What to work on. Restate the records exactly. Include all of them.

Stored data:

^^^^

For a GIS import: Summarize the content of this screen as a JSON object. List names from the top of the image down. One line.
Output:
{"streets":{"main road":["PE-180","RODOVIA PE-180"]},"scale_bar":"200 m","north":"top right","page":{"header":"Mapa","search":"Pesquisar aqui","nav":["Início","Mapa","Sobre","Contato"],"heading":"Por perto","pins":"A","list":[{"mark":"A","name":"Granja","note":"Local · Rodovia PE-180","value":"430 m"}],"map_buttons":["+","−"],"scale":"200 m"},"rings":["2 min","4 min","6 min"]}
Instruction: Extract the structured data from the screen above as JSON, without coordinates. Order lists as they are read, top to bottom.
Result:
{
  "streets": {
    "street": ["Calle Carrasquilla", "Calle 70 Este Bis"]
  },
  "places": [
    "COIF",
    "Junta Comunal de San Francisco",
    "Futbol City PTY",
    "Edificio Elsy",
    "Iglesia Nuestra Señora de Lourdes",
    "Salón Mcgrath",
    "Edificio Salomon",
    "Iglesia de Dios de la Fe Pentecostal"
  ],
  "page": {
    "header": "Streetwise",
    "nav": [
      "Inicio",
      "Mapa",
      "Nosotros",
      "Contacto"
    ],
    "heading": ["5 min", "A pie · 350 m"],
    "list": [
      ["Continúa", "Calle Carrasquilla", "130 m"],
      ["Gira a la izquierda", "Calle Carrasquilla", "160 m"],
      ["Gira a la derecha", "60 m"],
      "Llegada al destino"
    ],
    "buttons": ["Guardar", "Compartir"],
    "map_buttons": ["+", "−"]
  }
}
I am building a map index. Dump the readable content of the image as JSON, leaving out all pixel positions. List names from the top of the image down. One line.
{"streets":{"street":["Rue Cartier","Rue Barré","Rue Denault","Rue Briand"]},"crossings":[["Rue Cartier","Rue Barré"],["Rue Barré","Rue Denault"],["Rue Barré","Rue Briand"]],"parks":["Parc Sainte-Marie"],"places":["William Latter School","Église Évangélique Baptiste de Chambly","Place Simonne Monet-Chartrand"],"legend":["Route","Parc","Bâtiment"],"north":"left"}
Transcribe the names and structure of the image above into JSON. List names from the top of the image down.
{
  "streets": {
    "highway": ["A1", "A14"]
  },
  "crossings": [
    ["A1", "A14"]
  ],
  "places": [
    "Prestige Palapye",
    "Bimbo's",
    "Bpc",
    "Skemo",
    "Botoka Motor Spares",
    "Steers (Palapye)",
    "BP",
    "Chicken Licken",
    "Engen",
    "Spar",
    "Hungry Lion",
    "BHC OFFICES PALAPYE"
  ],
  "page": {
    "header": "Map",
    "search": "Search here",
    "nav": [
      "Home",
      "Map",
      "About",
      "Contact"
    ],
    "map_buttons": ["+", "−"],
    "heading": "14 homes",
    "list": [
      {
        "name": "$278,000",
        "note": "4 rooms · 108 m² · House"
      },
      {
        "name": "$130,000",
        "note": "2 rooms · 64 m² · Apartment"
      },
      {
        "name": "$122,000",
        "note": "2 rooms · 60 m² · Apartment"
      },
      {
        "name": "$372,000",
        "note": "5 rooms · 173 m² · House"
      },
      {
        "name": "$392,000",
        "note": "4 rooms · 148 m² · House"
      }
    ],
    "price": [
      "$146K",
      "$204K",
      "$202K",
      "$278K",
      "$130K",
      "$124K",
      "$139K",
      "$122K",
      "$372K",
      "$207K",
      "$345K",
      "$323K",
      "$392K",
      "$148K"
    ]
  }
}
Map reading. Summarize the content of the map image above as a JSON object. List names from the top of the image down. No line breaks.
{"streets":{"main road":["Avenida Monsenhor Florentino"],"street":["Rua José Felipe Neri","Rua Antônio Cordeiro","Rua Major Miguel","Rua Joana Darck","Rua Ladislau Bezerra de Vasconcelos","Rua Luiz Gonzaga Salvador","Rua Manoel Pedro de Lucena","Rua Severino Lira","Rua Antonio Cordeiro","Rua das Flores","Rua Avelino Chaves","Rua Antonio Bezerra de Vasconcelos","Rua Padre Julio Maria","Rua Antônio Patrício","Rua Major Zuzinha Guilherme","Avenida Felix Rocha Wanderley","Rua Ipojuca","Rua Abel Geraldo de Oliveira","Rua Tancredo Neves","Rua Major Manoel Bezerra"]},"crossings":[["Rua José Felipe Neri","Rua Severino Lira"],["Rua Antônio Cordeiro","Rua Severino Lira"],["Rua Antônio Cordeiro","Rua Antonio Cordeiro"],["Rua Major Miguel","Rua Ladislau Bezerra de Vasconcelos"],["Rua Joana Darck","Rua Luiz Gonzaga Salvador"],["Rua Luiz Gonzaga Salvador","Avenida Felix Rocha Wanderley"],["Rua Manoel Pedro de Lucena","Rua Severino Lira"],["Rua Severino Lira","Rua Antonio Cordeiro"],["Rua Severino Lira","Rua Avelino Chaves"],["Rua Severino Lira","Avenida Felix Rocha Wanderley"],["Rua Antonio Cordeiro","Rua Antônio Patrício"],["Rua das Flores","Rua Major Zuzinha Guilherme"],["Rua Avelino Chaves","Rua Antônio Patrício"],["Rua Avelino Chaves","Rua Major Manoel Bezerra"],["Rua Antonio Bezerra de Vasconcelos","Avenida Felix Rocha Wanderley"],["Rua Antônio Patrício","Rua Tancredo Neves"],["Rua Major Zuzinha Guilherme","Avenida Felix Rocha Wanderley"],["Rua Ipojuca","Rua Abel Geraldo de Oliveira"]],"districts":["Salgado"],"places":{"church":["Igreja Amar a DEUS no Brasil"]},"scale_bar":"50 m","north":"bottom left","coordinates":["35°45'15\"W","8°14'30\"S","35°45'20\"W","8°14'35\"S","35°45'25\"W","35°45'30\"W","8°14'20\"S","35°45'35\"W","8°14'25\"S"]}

^^^^

Final answer.
For a GIS import: Summarize the content of this screen as a JSON object. List names from the top of the image down. One line.
Output:
{"streets":{"main road":["PE-180","RODOVIA PE-180"]},"scale_bar":"200 m","north":"top right","page":{"header":"Mapa","search":"Pesquisar aqui","nav":["Início","Mapa","Sobre","Contato"],"heading":"Por perto","pins":"A","list":[{"mark":"A","name":"Granja","note":"Local · Rodovia PE-180","value":"430 m"}],"map_buttons":["+","−"],"scale":"200 m"},"rings":["2 min","4 min","6 min"]}
Instruction: Extract the structured data from the screen above as JSON, without coordinates. Order lists as they are read, top to bottom.
Result:
{
  "streets": {
    "street": ["Calle Carrasquilla", "Calle 70 Este Bis"]
  },
  "places": [
    "COIF",
    "Junta Comunal de San Francisco",
    "Futbol City PTY",
    "Edificio Elsy",
    "Iglesia Nuestra Señora de Lourdes",
    "Salón Mcgrath",
    "Edificio Salomon",
    "Iglesia de Dios de la Fe Pentecostal"
  ],
  "page": {
    "header": "Streetwise",
    "nav": [
      "Inicio",
      "Mapa",
      "Nosotros",
      "Contacto"
    ],
    "heading": ["5 min", "A pie · 350 m"],
    "list": [
      ["Continúa", "Calle Carrasquilla", "130 m"],
      ["Gira a la izquierda", "Calle Carrasquilla", "160 m"],
      ["Gira a la derecha", "60 m"],
      "Llegada al destino"
    ],
    "buttons": ["Guardar", "Compartir"],
    "map_buttons": ["+", "−"]
  }
}
I am building a map index. Dump the readable content of the image as JSON, leaving out all pixel positions. List names from the top of the image down. One line.
{"streets":{"street":["Rue Cartier","Rue Barré","Rue Denault","Rue Briand"]},"crossings":[["Rue Cartier","Rue Barré"],["Rue Barré","Rue Denault"],["Rue Barré","Rue Briand"]],"parks":["Parc Sainte-Marie"],"places":["William Latter School","Église Évangélique Baptiste de Chambly","Place Simonne Monet-Chartrand"],"legend":["Route","Parc","Bâtiment"],"north":"left"}
Transcribe the names and structure of the image above into JSON. List names from the top of the image down.
{
  "streets": {
    "highway": ["A1", "A14"]
  },
  "crossings": [
    ["A1", "A14"]
  ],
  "places": [
    "Prestige Palapye",
    "Bimbo's",
    "Bpc",
    "Skemo",
    "Botoka Motor Spares",
    "Steers (Palapye)",
    "BP",
    "Chicken Licken",
    "Engen",
    "Spar",
    "Hungry Lion",
    "BHC OFFICES PALAPYE"
  ],
  "page": {
    "header": "Map",
    "search": "Search here",
    "nav": [
      "Home",
      "Map",
      "About",
      "Contact"
    ],
    "map_buttons": ["+", "−"],
    "heading": "14 homes",
    "list": [
      {
        "name": "$278,000",
        "note": "4 rooms · 108 m² · House"
      },
      {
        "name": "$130,000",
        "note": "2 rooms · 64 m² · Apartment"
      },
      {
        "name": "$122,000",
        "note": "2 rooms · 60 m² · Apartment"
      },
      {
        "name": "$372,000",
        "note": "5 rooms · 173 m² · House"
      },
      {
        "name": "$392,000",
        "note": "4 rooms · 148 m² · House"
      }
    ],
    "price": [
      "$146K",
      "$204K",
      "$202K",
      "$278K",
      "$130K",
      "$124K",
      "$139K",
      "$122K",
      "$372K",
      "$207K",
      "$345K",
      "$323K",
      "$392K",
      "$148K"
    ]
  }
}
Map reading. Summarize the content of the map image above as a JSON object. List names from the top of the image down. No line breaks.
{"streets":{"main road":["Avenida Monsenhor Florentino"],"street":["Rua José Felipe Neri","Rua Antônio Cordeiro","Rua Major Miguel","Rua Joana Darck","Rua Ladislau Bezerra de Vasconcelos","Rua Luiz Gonzaga Salvador","Rua Manoel Pedro de Lucena","Rua Severino Lira","Rua Antonio Cordeiro","Rua das Flores","Rua Avelino Chaves","Rua Antonio Bezerra de Vasconcelos","Rua Padre Julio Maria","Rua Antônio Patrício","Rua Major Zuzinha Guilherme","Avenida Felix Rocha Wanderley","Rua Ipojuca","Rua Abel Geraldo de Oliveira","Rua Tancredo Neves","Rua Major Manoel Bezerra"]},"crossings":[["Rua José Felipe Neri","Rua Severino Lira"],["Rua Antônio Cordeiro","Rua Severino Lira"],["Rua Antônio Cordeiro","Rua Antonio Cordeiro"],["Rua Major Miguel","Rua Ladislau Bezerra de Vasconcelos"],["Rua Joana Darck","Rua Luiz Gonzaga Salvador"],["Rua Luiz Gonzaga Salvador","Avenida Felix Rocha Wanderley"],["Rua Manoel Pedro de Lucena","Rua Severino Lira"],["Rua Severino Lira","Rua Antonio Cordeiro"],["Rua Severino Lira","Rua Avelino Chaves"],["Rua Severino Lira","Avenida Felix Rocha Wanderley"],["Rua Antonio Cordeiro","Rua Antônio Patrício"],["Rua das Flores","Rua Major Zuzinha Guilherme"],["Rua Avelino Chaves","Rua Antônio Patrício"],["Rua Avelino Chaves","Rua Major Manoel Bezerra"],["Rua Antonio Bezerra de Vasconcelos","Avenida Felix Rocha Wanderley"],["Rua Antônio Patrício","Rua Tancredo Neves"],["Rua Major Zuzinha Guilherme","Avenida Felix Rocha Wanderley"],["Rua Ipojuca","Rua Abel Geraldo de Oliveira"]],"districts":["Salgado"],"places":{"church":["Igreja Amar a DEUS no Brasil"]},"scale_bar":"50 m","north":"bottom left","coordinates":["35°45'15\"W","8°14'30\"S","35°45'20\"W","8°14'35\"S","35°45'25\"W","35°45'30\"W","8°14'20\"S","35°45'35\"W","8°14'25\"S"]}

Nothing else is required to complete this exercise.